2. The phased array antenna element as claimed in claim 1, wherein when the
number of the transceiver medium components mounted on the dielectric
plate (10) is more than one, they are aligned in parallel.
3. The phased array antenna element as claimed in claim 2 further having a
housing for enclosing the phased array.
4. The phased array antenna element as claimed in claim 1 further having a
housing for enclosing the phased array antenna element.
Description
BACKGROUND OF THE INVENTION
1. Field of the Invention
The present invention relates to a phased array antenna element, and more
particularly to a phased array antenna element using a printed-circuit
method to form a transceiver medium component and a microstrip line for
electrical connection with the transceiver medium component on a side of a
dielectric plate.
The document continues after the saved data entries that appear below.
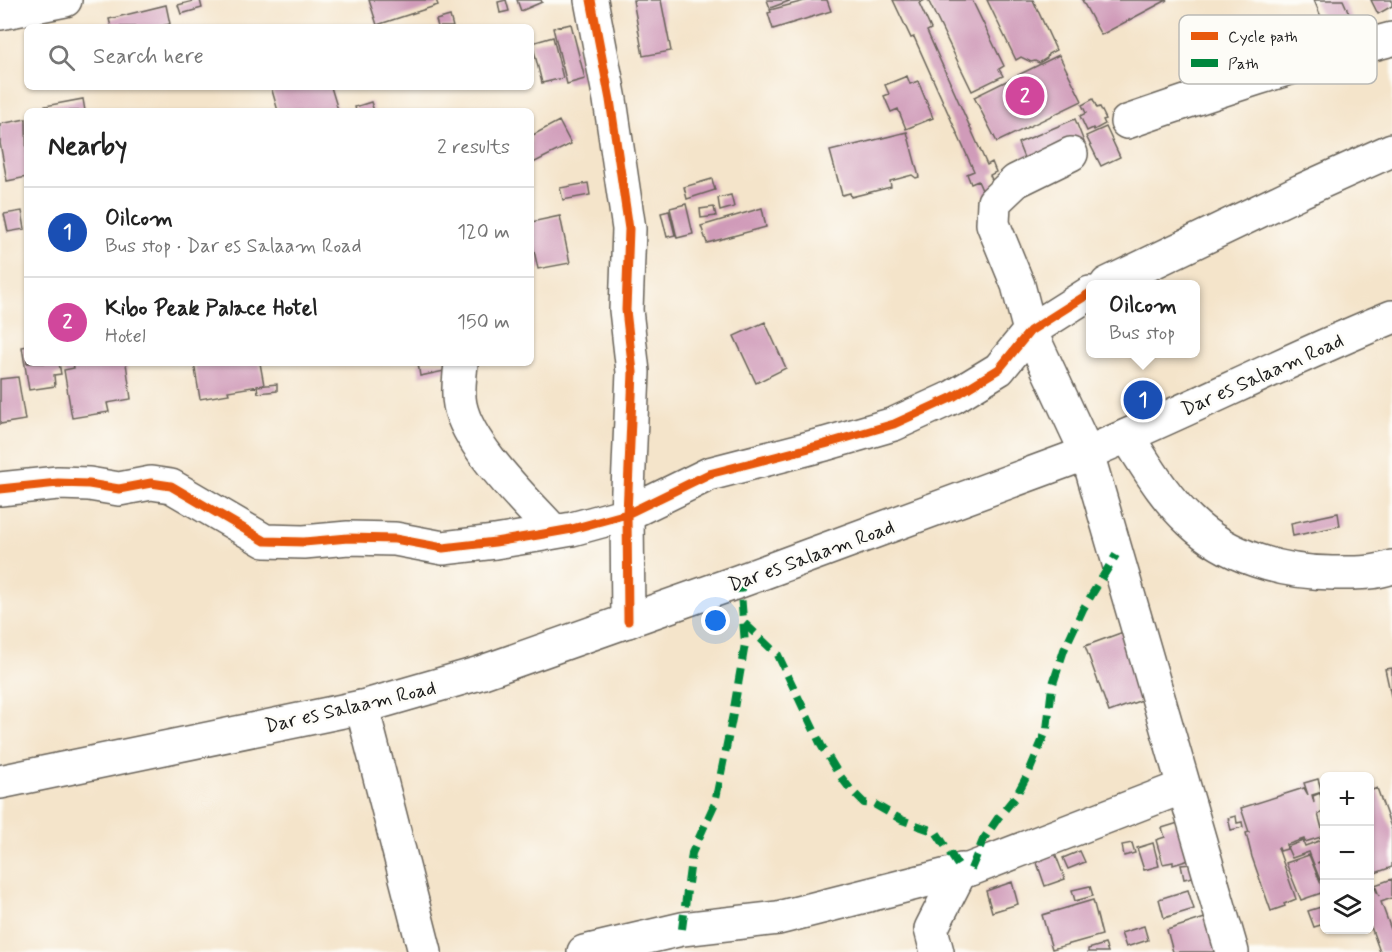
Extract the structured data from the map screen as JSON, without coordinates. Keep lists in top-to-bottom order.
{
  "streets": {
    "main road": ["Dar es Salaam Road"]
  },
  "legend": ["Cycle path", "Path"],
  "page": {
    "search": "Search here",
    "pins": ["2", "1"],
    "heading": ["Nearby", "2 results"],
    "list": [
      {
        "mark": "1",
        "name": "Oilcom",
        "note": "Bus stop · Dar es Salaam Road",
        "value": "120 m"
      },
      {
        "mark": "2",
        "name": "Kibo Peak Palace Hotel",
        "note": "Hotel",
        "value": "150 m"
      }
    ],
    "popup": ["Oilcom", "Bus stop"],
    "map_buttons": ["+", "−"]
  }
}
The transceiver medium component is a meander line
shape, such that not only is the size of the applied object compact, but
it is also convenient to use.
2. Description of Related Art
Radio transmission is a very powerful and useful method to communicate with
other subjects. Through the use of radio transmissions, people can talk
with distant friends or even explore the unknown in the universe.
Notwithstanding in what fields radio transmission is applied, a giant,
protruding antenna is one thing that is inevitable for transmitting and
receiving signals with high quality. For a stationary facility, a giant
antenna is not a bad thing when taking the quality of signals into
consideration. However, a big antenna mounted on a cellular phone is
inconvenient.
It has long been a problem for people to miniaturize antennas while
retaining the high quality of received and/or transmitted signals.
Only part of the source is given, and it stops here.